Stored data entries
>>>

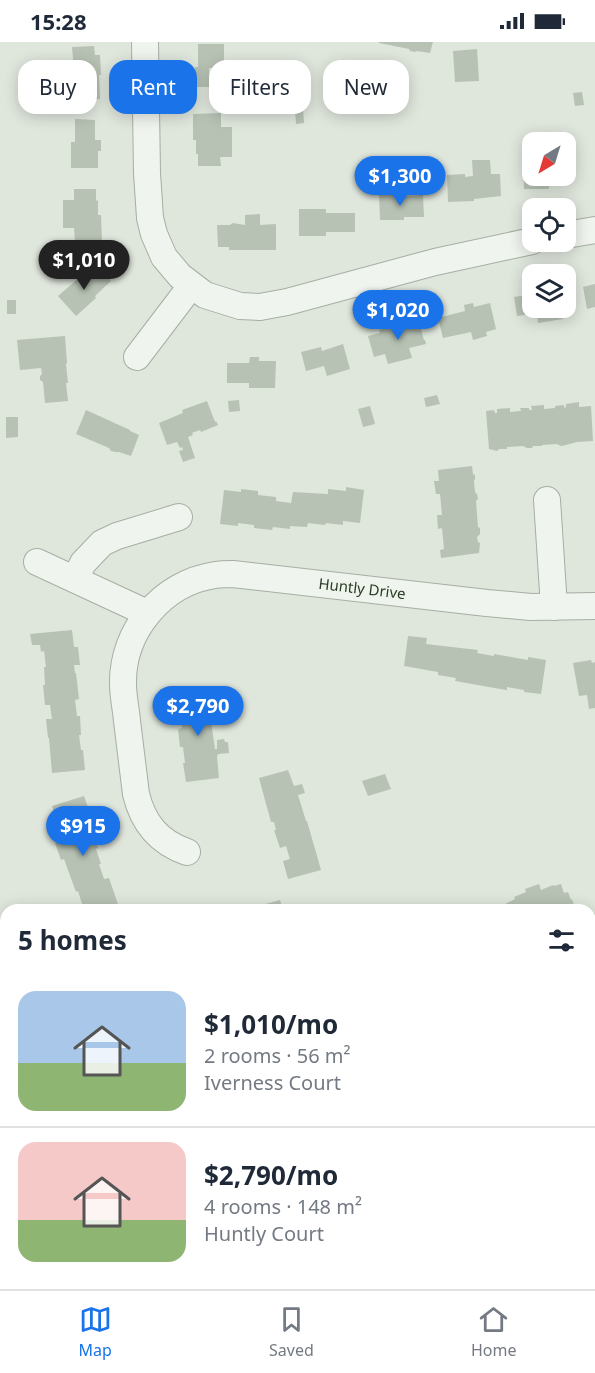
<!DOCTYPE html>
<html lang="en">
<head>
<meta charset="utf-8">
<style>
  body { margin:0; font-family:"Noto Sans",sans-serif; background:#f6f6f7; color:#1f2937; height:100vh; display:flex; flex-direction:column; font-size:22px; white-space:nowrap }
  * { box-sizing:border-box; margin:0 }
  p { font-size:20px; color:#747a83 }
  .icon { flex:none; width:33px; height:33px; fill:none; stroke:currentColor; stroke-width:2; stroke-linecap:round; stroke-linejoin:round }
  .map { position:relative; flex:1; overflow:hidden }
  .panel { position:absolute; left:0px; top:862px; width:596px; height:386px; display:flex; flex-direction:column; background:#fff; border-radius:18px 18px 0 0; box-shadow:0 3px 15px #0003 }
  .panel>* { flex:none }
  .top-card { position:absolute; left:18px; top:18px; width:560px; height:54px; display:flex; gap:12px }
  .needle { width:39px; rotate:218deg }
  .tools { position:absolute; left:522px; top:90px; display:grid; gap:12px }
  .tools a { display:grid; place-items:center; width:54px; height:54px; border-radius:12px; background:#fff; box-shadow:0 3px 15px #0003; font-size:30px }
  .price { position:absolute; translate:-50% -51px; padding:0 14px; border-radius:21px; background:#1a73e8; color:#fff; font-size:20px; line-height:39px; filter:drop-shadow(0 2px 3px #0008) }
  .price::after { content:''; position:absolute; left:50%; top:36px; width:18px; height:14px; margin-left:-9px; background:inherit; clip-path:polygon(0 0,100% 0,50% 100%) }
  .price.selected { background:#222; color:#fff }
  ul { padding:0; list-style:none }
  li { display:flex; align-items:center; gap:18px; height:150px; padding:0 18px }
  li+li { border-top:2px solid #e0e1e3 }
  li span { display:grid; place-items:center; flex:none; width:168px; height:120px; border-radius:18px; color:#555 }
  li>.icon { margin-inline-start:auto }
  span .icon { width:72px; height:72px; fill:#fffc; stroke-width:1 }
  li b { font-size:26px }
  h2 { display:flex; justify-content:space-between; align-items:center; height:72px; padding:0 18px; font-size:26px }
  .chip { padding:0 21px; border-radius:18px; background:#fff; box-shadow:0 3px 15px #0003; font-size:21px; line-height:54px }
  .chip.selected { background:#1a73e8; color:#fff }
  .status { display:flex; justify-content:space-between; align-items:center; height:42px; padding:0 30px; background:#fff; direction:ltr }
  .status svg { height:16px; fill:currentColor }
  .dock { display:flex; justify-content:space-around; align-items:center; height:84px; border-top:2px solid #e0e1e3; background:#fff; font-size:16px; color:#747a83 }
  .dock a { display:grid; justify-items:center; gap:3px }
  .dock .selected { color:#1a73e8 }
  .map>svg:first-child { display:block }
  .building { fill:#b7c2b4 }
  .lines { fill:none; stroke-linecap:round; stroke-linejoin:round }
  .minor-casing { stroke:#a5afa2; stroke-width:28 }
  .highway-casing { stroke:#8a9c85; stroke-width:36 }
  .minor { stroke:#f0f4ef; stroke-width:26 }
  .highway { stroke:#fff; stroke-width:33 }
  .labels { text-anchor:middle; stroke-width:4.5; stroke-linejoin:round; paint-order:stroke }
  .street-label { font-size:15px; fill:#2b3b27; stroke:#eef4ec }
</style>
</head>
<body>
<div class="status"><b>15:28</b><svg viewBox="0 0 49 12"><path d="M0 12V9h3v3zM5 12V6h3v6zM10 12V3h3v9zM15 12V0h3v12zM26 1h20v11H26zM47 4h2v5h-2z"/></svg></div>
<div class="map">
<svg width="595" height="1247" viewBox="0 0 595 1247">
  <rect width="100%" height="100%" fill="#dfe6dc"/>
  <g class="building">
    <path d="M379,0H433L430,11L417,9L415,10L410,9L409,7L379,1Z"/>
    <path d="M198,2H224V26H209V45H195V25H198Z"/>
    <path d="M94,4L95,13H100L101,33H99L100,57L72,58V40H75L72,5Z"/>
    <path d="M477,7L479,39L455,40L453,9Z"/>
    <path d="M582,50L584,63L575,64L573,51Z"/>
    <path d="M295,67H303L304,81L296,82Z"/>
    <path d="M221,71V85H232V115H220L221,124H198V112H196V98H193V72Z"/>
    <path d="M75,77L95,78V98H101V109H98V126H71V100H75Z"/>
    <path d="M472,118H490L491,132H500L501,154L474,157V159L448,160L447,133L465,132V135L473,134Z"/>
    <path d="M523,121H532V134H566V124H570V143L549,144V147H524Z"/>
    <path d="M74,147H96V159L98,158V173H101L102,200H75L74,186H63V158H74Z"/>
    <path d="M404,151V154L423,153L424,175H404V178H380L379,152Z"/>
    <path d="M299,167H326V171H355V190H326V194H299Z"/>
    <path d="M260,172V183L276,182V208H229V205H218L217,183H230L233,181L245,183V173Z"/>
    <path d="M98,224L111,239L95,254L96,256L76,274L58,254L80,235L83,238Z"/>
    <path d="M595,242V265L587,267L583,245Z"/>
    <path d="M532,252V266H562L563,277L538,281L537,271L517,274L514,255Z"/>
    <rect x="7" y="258" width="9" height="14"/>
    <path d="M473,261L474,265L490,261L496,287L486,290L487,294L473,298L471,290L443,296L438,276L465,269L464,263Z"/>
    <path d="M418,276L424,298H425L426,302L409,306L412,316L388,322L385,312L374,315L368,294L380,291L379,288L393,285V282Z"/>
    <path d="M65,294L67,321L66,322L68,341H66L68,359L45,361L43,340L40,338V334L42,332L41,326L20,328L17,298Z"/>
    <path d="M343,302L350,327L327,334L324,324L306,329L301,310L321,305L322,309Z"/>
    <path d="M250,315H259V319H276L275,346H249V341H227V321H249Z"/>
    <path d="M437,353L440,362L426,365L424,356Z"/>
    <path d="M239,358L240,369L229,370L228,359Z"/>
    <path d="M207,359L215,380L216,379L218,383L201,390L200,388L192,391L193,393L188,395L195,416L183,420L179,409L183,408L182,405L180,406L177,400L167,403L159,381L183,371L182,368Z"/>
    <path d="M579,360V365L591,364L593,399L577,400L566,403L561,404L557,402L542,403V404H533L532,406H527L523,404L507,405V407H499L497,409L489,407L486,369L494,368L495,371H497V367L510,366V370L521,369L520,366H529V368H532L531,364L544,363V367L555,366V364L564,363V366L566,365V362Z"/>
    <path d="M370,364L375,382L363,385L358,367Z"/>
    <path d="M86,368L130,388V389L139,393L131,414L119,410H115L111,409L109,406L76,392Z"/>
    <path d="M6,375H18V395L6,396Z"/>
    <path d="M472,424L473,432L475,433V437L474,439L475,450L477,452L478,457L476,459L478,485L480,486V492L477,495L478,500L480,501L479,511L441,516L440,508L444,507L442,486L438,487L437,473H442L440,452H436L434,439H439L438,428Z"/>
    <path d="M346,445L364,448L360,481L343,479V483L326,481L325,483L308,481L307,485L290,484V487L273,485L272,488L254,486V483L238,481V484L220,482L224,448L241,450V447L258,449V453L276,455V459L291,461L293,450L328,452V447L346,449Z"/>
    <path d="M72,588L74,605H78L80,623H74L75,631H76L79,657L75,658L77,674H80L81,693H79L81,708H83L85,728L52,731L49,696H48L46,677H52L50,663H45L43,643H45L44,625H46L44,609L41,610L40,603H32L30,592Z"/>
    <path d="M408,594L427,596L426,602L478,608L477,611L494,614V612L528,618V615L546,618L541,652L524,650V648L507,645V648H506L455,639L456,636L438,633V630L404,624Z"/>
    <path d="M591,618L592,621L595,620V666L589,667L587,653L579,654L573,621Z"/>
    <path d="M205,649L207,666H209L215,707H217V698L224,697L225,700H228L229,711L218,712L217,715L219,736L186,740L183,721H185L183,705H180L178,687L182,686L180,671L174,672L171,654Z"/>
    <path d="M288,728L294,744L302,742L305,751L298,753L306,779H307L321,828L288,837L283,819L290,817L286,804L280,806L274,788H276L274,780H271L259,736Z"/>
    <path d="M385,732L391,747L368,754L362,739Z"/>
    <path d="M84,754L90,771L83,773L88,790L92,789L98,806L96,807L101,822H99L104,837L109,836L120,868H80L79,866L83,865L78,849L76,850L64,817L61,818L55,801L64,799L52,764Z"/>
    <path d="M539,842L541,848L553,843L554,844L561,842L564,851L568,850L571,858L572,857L574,863L570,865L571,868H502L501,864L515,857L514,855L526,850L525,847Z"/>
    <path d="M280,858L283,868H254L262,865V863Z"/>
    <path d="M593,931L595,938V1002L590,1004V932Z"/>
    <path d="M595,1095V1150L590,1152V1096Z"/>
    <path d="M139,1242H192L191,1247H138Z"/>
  </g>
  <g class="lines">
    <defs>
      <g id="minor">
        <path d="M145,0L147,131L150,176L154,192L164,215L180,234L205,253L240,264L260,265L287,260L435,220L532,199"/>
        <path d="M566,193L595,188"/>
        <path d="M137,315L191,244"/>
        <path d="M547,458L554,565"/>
        <path d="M37,520L147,571"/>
        <path d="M75,537L83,521L102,501L117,494L179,475"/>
        <path d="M187,810C158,800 143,781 136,752C133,728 130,703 127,679C126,667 123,654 123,642C122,589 162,541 215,533C221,532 228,532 233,532L487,561L531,565L595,564"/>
        <path d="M590,1199L595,1198"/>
        <path d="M403,1247L422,1242"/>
      </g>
      <g id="highway">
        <path d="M0,1189L6,1219"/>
        <path d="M11,1242L13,1247"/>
      </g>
    </defs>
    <use href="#minor" class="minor-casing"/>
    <use href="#highway" class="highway-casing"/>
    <use href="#minor" class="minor"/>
    <use href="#highway" class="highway"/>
  </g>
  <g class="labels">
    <g class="street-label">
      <text transform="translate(362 547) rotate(7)" y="5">Huntly Drive</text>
    </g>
  </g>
</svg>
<div class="tools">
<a><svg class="needle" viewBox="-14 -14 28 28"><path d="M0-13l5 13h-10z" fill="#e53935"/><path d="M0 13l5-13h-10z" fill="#747a83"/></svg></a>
<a><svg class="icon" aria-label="locate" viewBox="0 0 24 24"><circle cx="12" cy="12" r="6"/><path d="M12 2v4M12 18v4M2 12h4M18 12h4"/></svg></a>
<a><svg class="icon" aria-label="layers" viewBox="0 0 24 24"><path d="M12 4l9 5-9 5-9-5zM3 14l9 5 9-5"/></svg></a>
</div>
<b class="price" style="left:400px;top:165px">$1,300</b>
<b class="price selected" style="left:84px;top:249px">$1,010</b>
<b class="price" style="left:398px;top:299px">$1,020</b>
<b class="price" style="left:198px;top:695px">$2,790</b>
<b class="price" style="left:83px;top:815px">$915</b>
<div class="top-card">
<a class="chip">Buy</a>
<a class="chip selected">Rent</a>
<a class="chip">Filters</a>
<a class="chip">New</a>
</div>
<section class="panel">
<h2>5 homes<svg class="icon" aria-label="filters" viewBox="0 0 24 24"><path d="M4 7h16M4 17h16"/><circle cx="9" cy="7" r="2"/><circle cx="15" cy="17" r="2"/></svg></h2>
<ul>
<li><span style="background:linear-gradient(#a9c7e8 60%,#8fb573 0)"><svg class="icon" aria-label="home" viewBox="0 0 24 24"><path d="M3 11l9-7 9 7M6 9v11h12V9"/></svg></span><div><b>$1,010/mo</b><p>2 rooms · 56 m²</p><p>Iverness Court</p></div></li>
<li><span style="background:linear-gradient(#f6c9c9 65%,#8fb573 0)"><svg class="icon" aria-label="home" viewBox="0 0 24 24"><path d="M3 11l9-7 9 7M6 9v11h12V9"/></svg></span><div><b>$2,790/mo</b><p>4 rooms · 148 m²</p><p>Huntly Court</p></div></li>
</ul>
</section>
</div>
<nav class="dock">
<a class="selected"><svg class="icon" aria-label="map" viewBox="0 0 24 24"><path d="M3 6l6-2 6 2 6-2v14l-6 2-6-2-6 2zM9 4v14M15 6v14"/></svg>Map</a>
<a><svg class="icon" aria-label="saved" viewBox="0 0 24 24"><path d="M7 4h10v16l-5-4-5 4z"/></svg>Saved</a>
<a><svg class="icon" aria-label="home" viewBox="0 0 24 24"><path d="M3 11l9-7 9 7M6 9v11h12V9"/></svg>Home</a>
</nav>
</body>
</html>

<<<

> [Exercise brief]:
Which lines of the records above contain the word "linecap"? Report each one.

> [Solution]:
  .icon { flex:none; width:33px; height:33px; fill:none; stroke:currentColor; stroke-width:2; stroke-linecap:round; stroke-linejoin:round }
  .lines { fill:none; stroke-linecap:round; stroke-linejoin:round }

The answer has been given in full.